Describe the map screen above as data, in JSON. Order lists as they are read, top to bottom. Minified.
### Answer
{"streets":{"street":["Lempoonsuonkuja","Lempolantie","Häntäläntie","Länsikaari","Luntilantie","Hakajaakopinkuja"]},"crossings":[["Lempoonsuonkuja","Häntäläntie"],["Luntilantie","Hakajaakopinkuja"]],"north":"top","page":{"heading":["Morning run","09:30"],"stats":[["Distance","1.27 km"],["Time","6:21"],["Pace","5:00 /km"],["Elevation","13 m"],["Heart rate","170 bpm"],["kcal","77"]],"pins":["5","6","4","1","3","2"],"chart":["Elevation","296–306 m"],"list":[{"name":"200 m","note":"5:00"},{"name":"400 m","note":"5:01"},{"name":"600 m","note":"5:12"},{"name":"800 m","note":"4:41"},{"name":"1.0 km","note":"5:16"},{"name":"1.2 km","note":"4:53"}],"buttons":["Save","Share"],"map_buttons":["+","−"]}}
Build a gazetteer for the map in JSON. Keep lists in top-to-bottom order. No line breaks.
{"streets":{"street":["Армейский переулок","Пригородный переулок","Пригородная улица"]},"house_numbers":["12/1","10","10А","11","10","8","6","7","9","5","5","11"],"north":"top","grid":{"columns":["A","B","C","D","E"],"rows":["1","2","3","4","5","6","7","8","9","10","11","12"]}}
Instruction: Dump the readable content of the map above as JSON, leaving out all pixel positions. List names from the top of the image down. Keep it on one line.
--*--
WHAT TO WORK ON — Display each line of the data where "above" occurs.

RESULT FOR THIS EXERCISE —
Describe the map screen above as data, in JSON. Order lists as they are read, top to bottom. Minified.
Instruction: Dump the readable content of the map above as JSON, leaving out all pixel positions. List names from the top of the image down. Keep it on one line.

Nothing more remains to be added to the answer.